This is a pretty good point, and it also leads in to an argument to be made
for an important distinction between productivity and jobs.

People like jobs. Politicians and corporations talk about creating jobs.
They're seen as universally good, but that is not necessarily the case.
Especially as tech becomes more capable of automating more tasks, which may
displace labor at a rate in which people have increasing difficulty in
retraining quickly enough, it's appropriate to have a cultural shift in
perhaps still valuing jobs, but not over valuing human dignity and economic
productivity. An example I witnessed: The very grumpy woman in Paris who took
a Euro from me to use the toilet could be given the same amount of money
generated by an automated toll while she does something productive. Or even
she could just do something which she enjoys and would be happier doing, but
is non-productive, and that would still be Pareto efficient: it makes one
better off without making anyone else worse off.
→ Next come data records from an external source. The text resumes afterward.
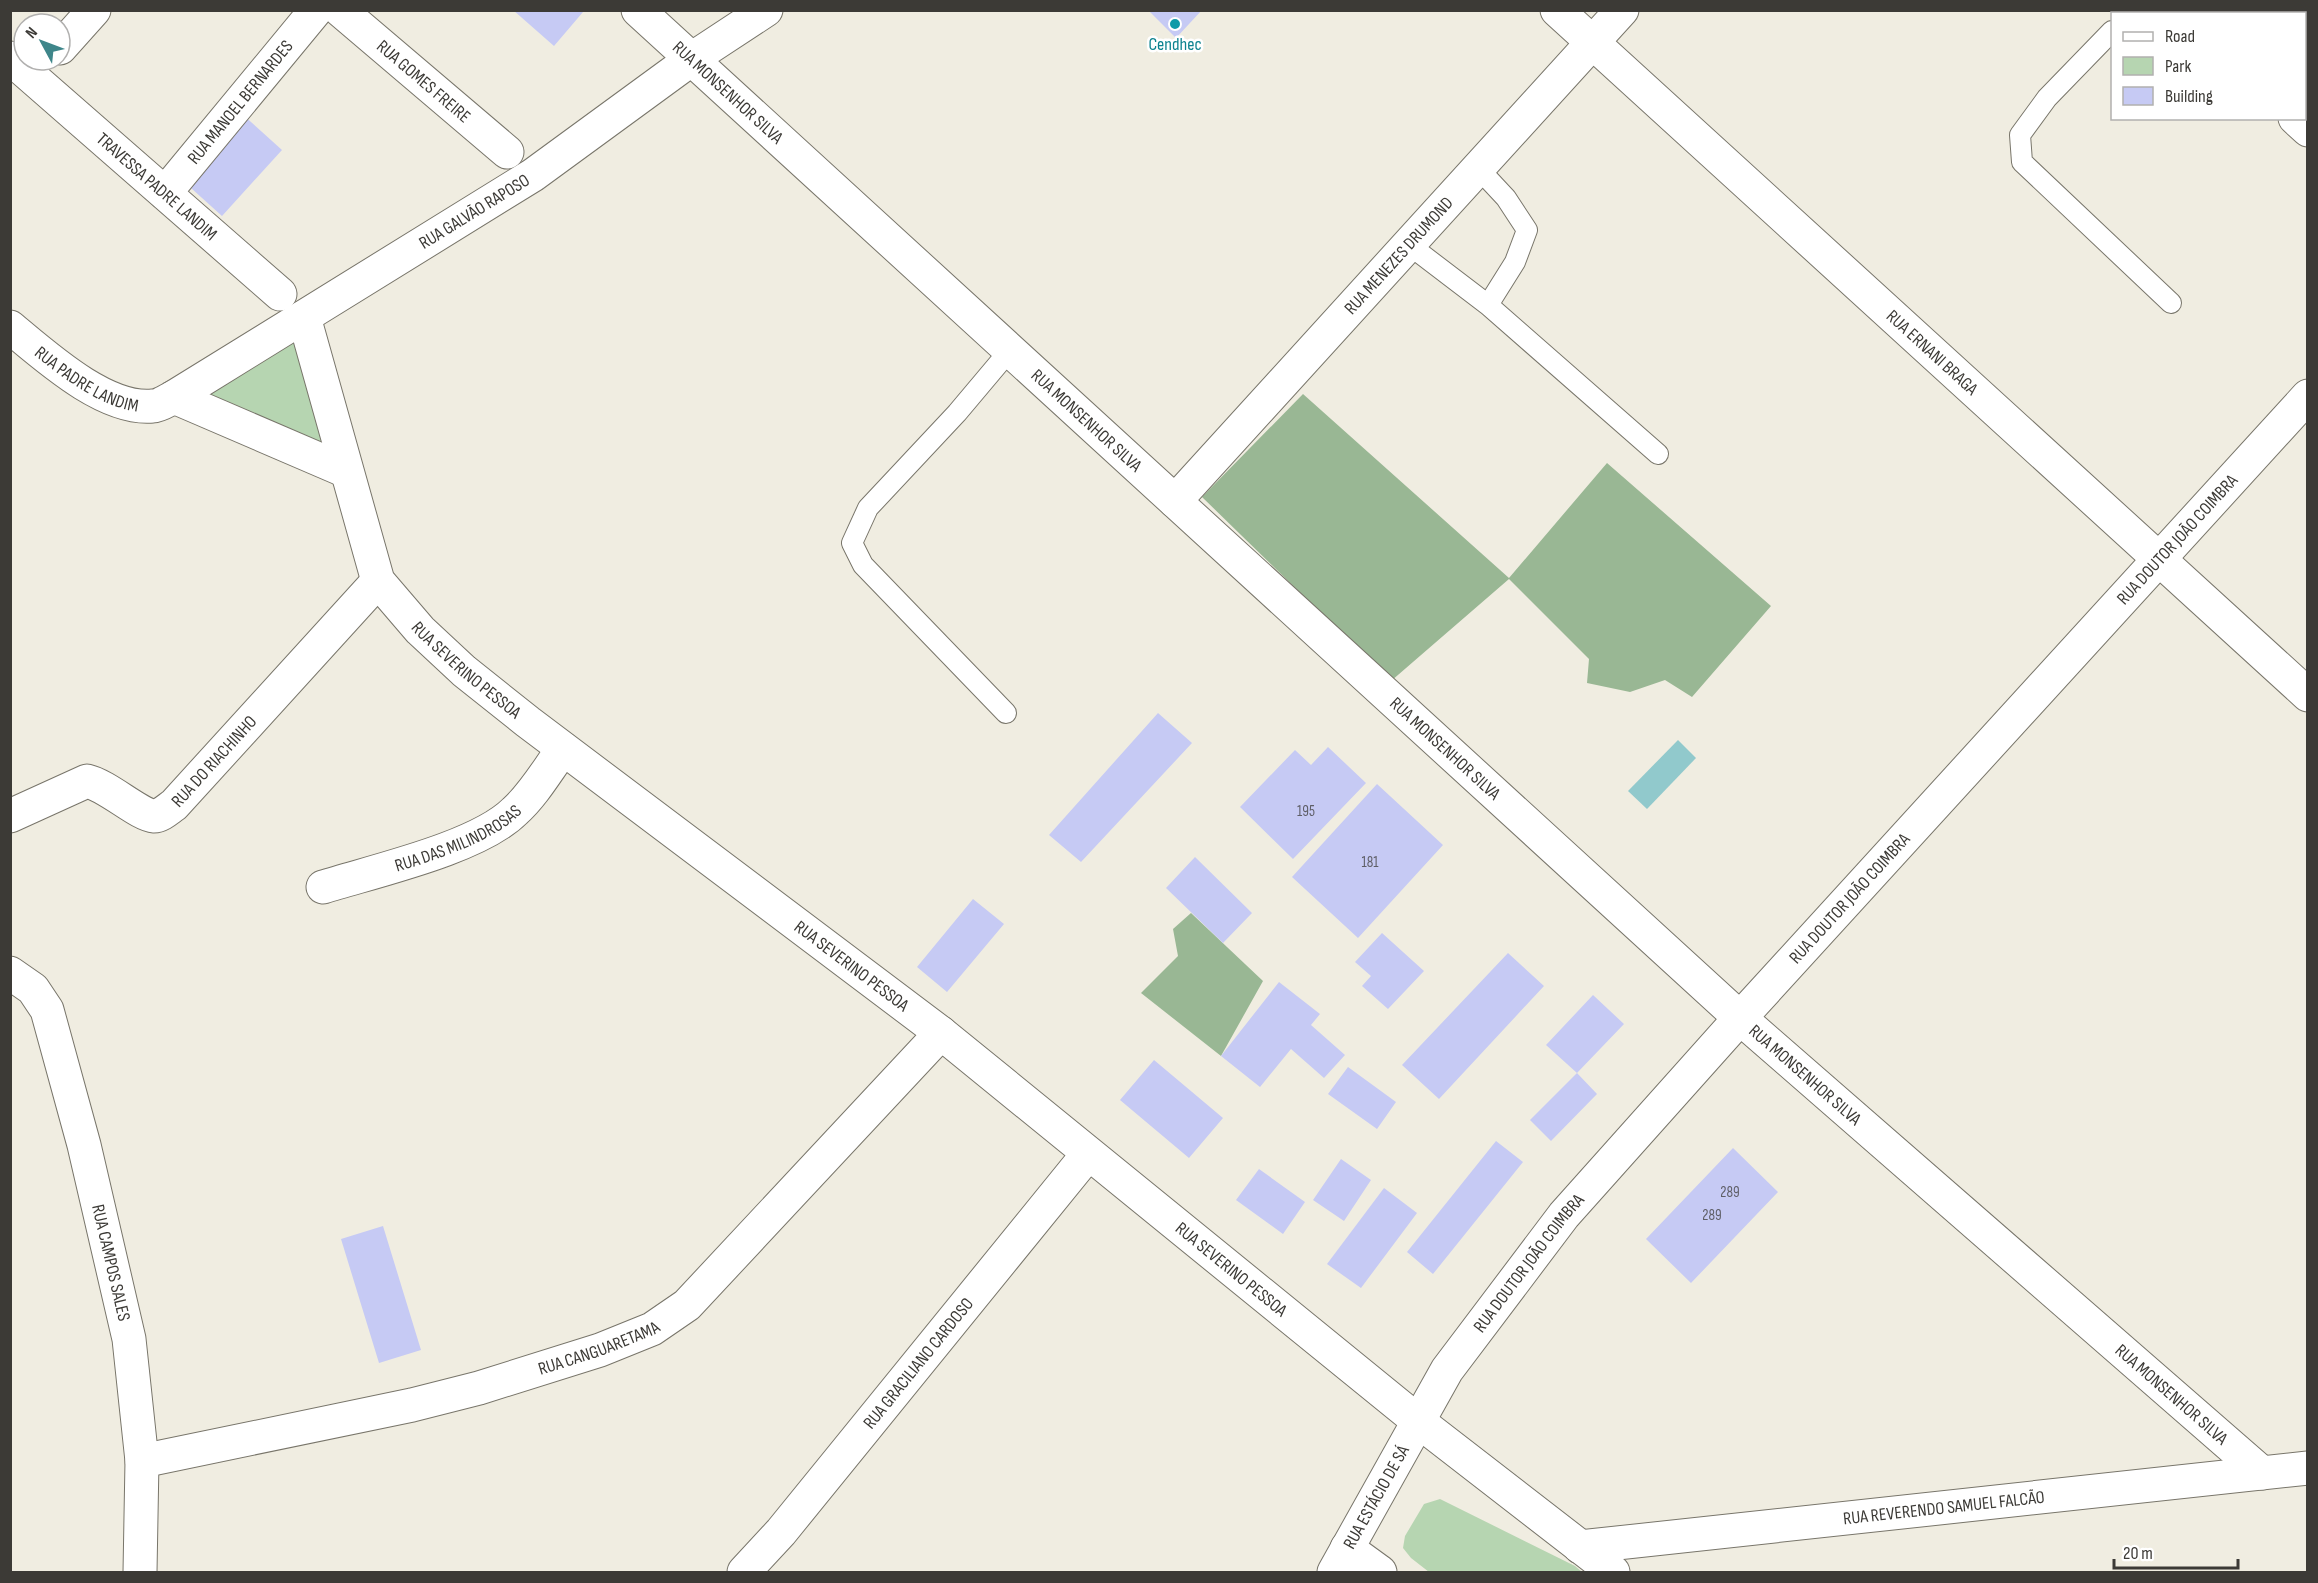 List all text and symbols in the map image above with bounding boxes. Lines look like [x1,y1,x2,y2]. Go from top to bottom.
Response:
north arrow [12,12,72,72]
legend [2111,12,2306,120]
marker: Cendhec [1168,17,1182,31]
text: N [22,24,42,43]
text: Road [2165,26,2195,47]
place label: Cendhec [1148,34,1202,55]
street label: RUA MANOEL BERNARDES [183,36,297,168]
street label: RUA GOMES FREIRE [373,36,475,127]
street label: RUA MONSENHOR SILVA [668,37,788,148]
text: Park [2165,56,2191,77]
text: Building [2165,86,2213,107]
street label: TRAVESSA PADRE LANDIM [92,128,221,245]
street label: RUA GALVÃO RAPOSO [415,169,533,253]
street label: RUA MENEZES DRUMOND [1340,192,1457,319]
street label: RUA ERNANI BRAGA [1882,305,1983,400]
street label: RUA PADRE LANDIM [31,342,140,416]
street label: RUA MONSENHOR SILVA [1027,365,1146,476]
street label: RUA DOUTOR JOÃO COIMBRA [2112,470,2242,609]
street label: RUA SEVERINO PESSOA [407,617,526,723]
street label: RUA MONSENHOR SILVA [1386,693,1505,804]
street label: RUA DO RIACHINHO [167,711,261,811]
street label: RUA DAS MILINDROSAS [392,800,526,876]
house number: 195 [1297,802,1315,821]
street label: RUA DOUTOR JOÃO COIMBRA [1785,829,1914,968]
house number: 181 [1361,853,1379,872]
street label: RUA SEVERINO PESSOA [790,916,913,1016]
street label: RUA MONSENHOR SILVA [1745,1020,1866,1130]
house number: 289 [1720,1183,1740,1202]
street label: RUA DOUTOR JOÃO COIMBRA [1469,1189,1589,1336]
street label: RUA CAMPOS SALES [88,1202,135,1323]
house number: 289 [1702,1206,1722,1225]
street label: RUA SEVERINO PESSOA [1171,1218,1292,1321]
street label: RUA GRACILIANO CARDOSO [859,1293,978,1433]
street label: RUA CANGUARETAMA [535,1316,664,1379]
street label: RUA MONSENHOR SILVA [2111,1340,2232,1449]
street label: RUA ESTÁCIO DE SÁ [1339,1441,1413,1552]
street label: RUA REVERENDO SAMUEL FALCÃO [1842,1486,2046,1529]
scale bar [2114,1532,2238,1570]
text: 20 m [2123,1543,2153,1564]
Policy should not seek to create jobs just for the sake of creating jobs. With
appropriate, just and fair economic policies, it really shouldn't matter how
many jobs an industry creates: it matters how much utility, and at what
utility per dollar the industry is capable of. That is, assuming you care most
about human welfare. I think most politicians care most about money and power.

------
JohnTHaller
For comparison, coal employs about 77k people. About the same as the bowling
and skiing employment numbers.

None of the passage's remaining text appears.